Fear of Knowledge
Humans have always been an inquisitive species, constantly seeking knowledge to improve our lives and those of future generations.
Knowledge, after all, is power. It allows us to understand ourselves and the world around us, and with that understanding has come great advances. Knowledge has built communities, towns, cities, and civilizations.
But throughout human history, there have also been both individuals and groups who fear and oppose knowledge. They may see it as an affront to their religious beliefs, or in opposition to their preferred political or societal doctrine, and strive to destroy it at the source.
One of the most famous victims of a fear of knowledge was Galileo Galilei, who challenged Catholic doctrine with his theory that Earth revolved around the Sun, a concept known as heliocentrism. This was heresy in the eyes of the church, which believed that Earth was the center of the universe, and in 1616 Galileo was strongly encouraged by the Roman Inquisition to stop promoting heliocentrism.
What was the Catholic church afraid of? Not science per se, but anything that questioned established Scripture. The Bible was considered absolute, and the church didn’t hesitate to use its tremendous power to quash anyone who questioned its teachings.
The Vatican went after Galileo again in 1633 following the publication of Dialogue Concerning the Two Chief World Systems, which, despite Galileo’s earlier rebuke, subtly suggested that heliocentrism was more than hypothetical. Galileo ultimately confessed to overstating his case and was convicted of vehement suspicion of heresy and condemned to life under house arrest. In the end, Galileo had the final word: Pope John Paul II formally agreed that Galileo was correct about heliocentrism in 1992—359 years after Galileo’s trial.
Books have also fallen victim to a fear of knowledge, again most commonly when the ideas they contain run counter to established doctrine. Books were ordered burned during China’s authoritarian Qin dynasty (221–207 BCE) to quell subversive thought. In the 1430s Aztec leader Itzcoatl ordered the destruction of pictographic codices depicting the early history of the Aztecs, allowing for the development of a state-sanctioned history and mythos that venerated the deity Huitzilopochtli. And treasured Mayan codices were burned on the order of Spanish bishop Diego de Landa in 1562 because they contained “nothing in which there was not to be seen superstition and lies of the devil.” In almost all cases, no copies of the destroyed works were salvaged, a devastating cultural and historical loss.
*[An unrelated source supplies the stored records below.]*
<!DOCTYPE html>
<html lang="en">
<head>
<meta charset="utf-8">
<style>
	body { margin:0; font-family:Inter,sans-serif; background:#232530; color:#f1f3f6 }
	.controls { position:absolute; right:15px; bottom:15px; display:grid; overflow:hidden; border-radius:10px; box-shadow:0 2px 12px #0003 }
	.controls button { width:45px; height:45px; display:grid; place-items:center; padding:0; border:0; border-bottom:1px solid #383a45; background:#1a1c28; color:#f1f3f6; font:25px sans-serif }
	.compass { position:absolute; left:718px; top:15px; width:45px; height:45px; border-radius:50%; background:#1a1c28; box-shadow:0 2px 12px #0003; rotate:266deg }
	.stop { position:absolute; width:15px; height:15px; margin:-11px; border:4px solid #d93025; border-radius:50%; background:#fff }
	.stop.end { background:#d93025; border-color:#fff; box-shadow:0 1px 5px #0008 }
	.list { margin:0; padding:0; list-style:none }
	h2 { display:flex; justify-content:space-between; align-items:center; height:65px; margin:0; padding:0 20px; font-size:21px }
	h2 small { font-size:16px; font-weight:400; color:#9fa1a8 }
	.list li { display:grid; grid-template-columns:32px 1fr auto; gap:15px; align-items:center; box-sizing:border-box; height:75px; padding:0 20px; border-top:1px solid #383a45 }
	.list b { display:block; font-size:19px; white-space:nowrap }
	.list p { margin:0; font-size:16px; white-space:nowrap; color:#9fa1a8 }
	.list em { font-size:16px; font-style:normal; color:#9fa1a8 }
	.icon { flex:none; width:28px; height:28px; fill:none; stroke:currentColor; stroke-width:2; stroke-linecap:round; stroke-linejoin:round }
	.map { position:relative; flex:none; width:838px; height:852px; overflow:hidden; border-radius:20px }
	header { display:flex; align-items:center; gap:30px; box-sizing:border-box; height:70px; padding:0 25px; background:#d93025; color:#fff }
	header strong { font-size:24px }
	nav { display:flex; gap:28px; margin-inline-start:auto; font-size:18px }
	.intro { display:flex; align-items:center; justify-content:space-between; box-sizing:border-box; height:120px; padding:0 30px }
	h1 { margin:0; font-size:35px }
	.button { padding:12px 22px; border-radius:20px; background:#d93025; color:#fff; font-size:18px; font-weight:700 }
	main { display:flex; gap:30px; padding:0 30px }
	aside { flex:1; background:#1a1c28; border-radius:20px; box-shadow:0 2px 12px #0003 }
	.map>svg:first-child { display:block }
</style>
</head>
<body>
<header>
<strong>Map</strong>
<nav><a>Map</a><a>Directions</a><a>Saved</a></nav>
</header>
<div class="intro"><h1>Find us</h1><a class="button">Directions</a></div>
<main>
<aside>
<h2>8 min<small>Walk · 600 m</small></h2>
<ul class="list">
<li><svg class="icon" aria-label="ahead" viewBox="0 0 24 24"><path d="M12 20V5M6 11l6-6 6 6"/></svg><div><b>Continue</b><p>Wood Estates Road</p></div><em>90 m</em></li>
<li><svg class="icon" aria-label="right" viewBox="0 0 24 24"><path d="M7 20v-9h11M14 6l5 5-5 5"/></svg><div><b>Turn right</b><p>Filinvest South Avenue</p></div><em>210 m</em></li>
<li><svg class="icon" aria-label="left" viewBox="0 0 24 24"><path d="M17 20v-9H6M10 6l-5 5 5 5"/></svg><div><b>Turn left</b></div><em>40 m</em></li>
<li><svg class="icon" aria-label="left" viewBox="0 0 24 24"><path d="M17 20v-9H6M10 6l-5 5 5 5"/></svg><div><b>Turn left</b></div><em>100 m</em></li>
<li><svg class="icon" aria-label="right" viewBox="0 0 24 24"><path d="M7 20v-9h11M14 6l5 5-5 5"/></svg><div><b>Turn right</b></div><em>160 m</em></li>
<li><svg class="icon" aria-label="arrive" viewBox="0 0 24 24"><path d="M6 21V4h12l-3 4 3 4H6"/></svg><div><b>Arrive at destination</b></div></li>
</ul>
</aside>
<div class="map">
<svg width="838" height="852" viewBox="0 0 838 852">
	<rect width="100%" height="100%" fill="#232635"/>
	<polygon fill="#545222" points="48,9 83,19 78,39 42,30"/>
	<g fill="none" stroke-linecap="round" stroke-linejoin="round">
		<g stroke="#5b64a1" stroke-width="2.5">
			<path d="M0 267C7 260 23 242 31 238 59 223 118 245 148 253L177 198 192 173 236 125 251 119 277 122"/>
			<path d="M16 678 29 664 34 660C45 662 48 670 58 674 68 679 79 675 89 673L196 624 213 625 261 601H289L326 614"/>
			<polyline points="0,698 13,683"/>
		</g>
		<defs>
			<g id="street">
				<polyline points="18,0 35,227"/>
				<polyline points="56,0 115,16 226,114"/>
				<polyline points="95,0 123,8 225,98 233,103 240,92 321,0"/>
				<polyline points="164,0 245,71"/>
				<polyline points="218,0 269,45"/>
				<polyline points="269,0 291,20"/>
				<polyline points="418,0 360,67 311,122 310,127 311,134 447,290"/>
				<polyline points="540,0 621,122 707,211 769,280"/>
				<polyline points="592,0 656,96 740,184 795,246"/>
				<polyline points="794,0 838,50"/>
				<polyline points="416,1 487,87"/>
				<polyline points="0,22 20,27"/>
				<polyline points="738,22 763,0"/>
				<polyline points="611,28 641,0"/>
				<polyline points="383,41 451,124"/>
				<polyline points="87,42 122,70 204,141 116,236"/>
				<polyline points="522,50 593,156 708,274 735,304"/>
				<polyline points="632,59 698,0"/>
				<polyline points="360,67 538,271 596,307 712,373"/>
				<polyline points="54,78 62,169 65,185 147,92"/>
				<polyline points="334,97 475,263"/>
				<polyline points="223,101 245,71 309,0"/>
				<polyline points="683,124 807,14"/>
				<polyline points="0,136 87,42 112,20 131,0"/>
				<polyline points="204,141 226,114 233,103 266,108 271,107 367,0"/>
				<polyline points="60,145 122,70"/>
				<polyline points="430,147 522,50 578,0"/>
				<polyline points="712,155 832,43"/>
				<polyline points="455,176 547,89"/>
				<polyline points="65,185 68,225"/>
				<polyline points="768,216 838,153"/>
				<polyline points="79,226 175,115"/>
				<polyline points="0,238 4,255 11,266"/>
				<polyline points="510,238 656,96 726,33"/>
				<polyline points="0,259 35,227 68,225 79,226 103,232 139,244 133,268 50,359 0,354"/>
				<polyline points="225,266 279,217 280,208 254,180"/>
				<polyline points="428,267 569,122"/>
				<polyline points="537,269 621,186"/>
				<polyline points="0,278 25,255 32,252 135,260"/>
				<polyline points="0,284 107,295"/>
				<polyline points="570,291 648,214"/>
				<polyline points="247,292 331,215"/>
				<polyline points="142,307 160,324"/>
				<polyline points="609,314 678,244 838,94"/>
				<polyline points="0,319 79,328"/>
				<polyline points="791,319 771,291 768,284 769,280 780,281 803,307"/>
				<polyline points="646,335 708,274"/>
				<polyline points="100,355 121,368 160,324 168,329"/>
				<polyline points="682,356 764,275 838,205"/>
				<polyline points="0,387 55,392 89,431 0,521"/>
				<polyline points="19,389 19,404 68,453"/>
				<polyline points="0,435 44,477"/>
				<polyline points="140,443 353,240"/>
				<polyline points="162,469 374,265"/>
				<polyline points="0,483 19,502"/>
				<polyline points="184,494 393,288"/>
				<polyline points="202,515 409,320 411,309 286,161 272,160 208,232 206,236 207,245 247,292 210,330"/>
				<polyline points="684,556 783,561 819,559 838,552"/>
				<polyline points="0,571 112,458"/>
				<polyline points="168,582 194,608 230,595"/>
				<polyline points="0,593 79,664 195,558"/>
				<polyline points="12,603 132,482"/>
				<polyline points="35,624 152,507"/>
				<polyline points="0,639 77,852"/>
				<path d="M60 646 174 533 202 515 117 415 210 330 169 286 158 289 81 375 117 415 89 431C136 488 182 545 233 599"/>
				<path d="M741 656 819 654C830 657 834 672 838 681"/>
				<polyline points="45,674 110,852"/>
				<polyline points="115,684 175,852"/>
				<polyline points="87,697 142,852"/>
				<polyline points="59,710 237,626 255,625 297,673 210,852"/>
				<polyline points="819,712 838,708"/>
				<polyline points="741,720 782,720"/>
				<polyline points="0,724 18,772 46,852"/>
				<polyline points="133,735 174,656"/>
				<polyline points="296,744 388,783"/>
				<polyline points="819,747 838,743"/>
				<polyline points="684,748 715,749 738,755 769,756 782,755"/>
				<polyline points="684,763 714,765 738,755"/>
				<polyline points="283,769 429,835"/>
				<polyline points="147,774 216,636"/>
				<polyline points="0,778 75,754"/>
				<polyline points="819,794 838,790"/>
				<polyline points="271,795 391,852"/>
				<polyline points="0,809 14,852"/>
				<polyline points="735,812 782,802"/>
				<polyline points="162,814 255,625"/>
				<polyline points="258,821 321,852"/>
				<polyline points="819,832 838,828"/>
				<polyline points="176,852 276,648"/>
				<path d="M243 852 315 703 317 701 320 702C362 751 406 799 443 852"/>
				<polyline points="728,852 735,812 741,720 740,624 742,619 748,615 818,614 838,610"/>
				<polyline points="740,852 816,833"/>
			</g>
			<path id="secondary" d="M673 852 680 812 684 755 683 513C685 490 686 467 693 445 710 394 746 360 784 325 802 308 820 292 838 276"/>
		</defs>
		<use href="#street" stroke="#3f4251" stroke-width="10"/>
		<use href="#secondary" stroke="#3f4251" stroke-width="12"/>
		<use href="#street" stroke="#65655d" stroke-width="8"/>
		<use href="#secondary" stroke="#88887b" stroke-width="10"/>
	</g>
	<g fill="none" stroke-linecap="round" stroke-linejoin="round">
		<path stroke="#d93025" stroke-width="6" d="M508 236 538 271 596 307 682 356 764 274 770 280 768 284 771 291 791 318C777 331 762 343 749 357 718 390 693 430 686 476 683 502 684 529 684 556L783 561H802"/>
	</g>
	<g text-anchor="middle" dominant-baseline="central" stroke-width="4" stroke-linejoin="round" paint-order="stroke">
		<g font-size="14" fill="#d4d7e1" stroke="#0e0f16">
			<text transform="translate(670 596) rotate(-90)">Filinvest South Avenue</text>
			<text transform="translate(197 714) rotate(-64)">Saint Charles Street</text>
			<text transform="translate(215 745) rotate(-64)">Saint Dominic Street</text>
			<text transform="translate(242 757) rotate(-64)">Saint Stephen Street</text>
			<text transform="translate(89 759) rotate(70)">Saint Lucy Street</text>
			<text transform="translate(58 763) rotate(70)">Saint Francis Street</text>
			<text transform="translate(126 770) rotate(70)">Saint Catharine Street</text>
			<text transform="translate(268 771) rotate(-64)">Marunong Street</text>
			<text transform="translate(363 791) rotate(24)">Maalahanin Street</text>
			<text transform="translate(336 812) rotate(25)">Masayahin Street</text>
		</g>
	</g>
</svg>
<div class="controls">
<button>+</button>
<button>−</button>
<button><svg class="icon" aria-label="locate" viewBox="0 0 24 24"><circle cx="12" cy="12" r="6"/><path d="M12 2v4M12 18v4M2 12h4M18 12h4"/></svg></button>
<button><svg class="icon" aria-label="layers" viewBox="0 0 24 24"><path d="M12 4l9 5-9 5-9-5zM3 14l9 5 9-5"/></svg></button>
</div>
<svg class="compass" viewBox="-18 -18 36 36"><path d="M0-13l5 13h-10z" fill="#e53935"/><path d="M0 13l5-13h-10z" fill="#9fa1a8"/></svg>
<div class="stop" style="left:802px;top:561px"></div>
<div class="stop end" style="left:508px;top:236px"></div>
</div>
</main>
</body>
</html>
One of the most infamous instances of book burning occurred early in the history of Nazi Germany. On May 10, 1933, university students in 34 towns across Germany gathered to burn books deemed “un-German” while Nazi Propaganda Minister Joseph Goebbels gave an incendiary speech in Berlin. An estimated 25,000 books by authors as diverse as Albert Einstein, Ernest Hemingway, and Helen Keller were put to the match, with an emphasis on works by Jewish authors. With the burning pages went the ideas and ideals contained within.
Today fear of knowledge has moved into the digital sphere, a relatively unregulated forum in which individuals and organizations work to create false narratives to distract from actual facts. They do this through a variety of means, including fake Twitter accounts, cleverly created deepfakes that make it appear as if politicians and others have said something they did not, and the spread of bizarre conspiracy theories that seemingly disprove the truth. Through it all, experts and others struggle to promote the truth, as opponents with various agendas aggressively push back.
In 2020, for example, false information proliferated on Twitter and other social media in advance of the U.S. presidential election to put forth the fabricated narrative that the election’s results were rigged against the incumbent. For weeks, unproven claims of voter fraud were touted by individuals in the highest offices of government and by their supporters, leading to violent action under false pretenses. Even after such claims were refuted in courts of law, the unrest remained, and millions of people were still unsure which information sources to trust. Fear of knowledge can work in insidious ways, and its effects can be long-lasting.
Despite all of this, it’s important to recognize that people across the world continue to use the Internet to share valuable knowledge rather than try to suppress it. Advances in medicine and science, important political developments worldwide, opinion informed by fact—all of this can be found on serious knowledge platforms such as Britannica Beyond, where truth will always be a bedrock foundation.
The preservation and dissemination of knowledge in all forms is vital. After all, knowledge elevates us and pushes us toward a bold future. Loss of knowledge restrains us and may even cause us to regress. As a society, we must always be alert to individuals and institutions who fear knowledge and want to subvert it, no matter the reasoning. History shows that the threat is constant.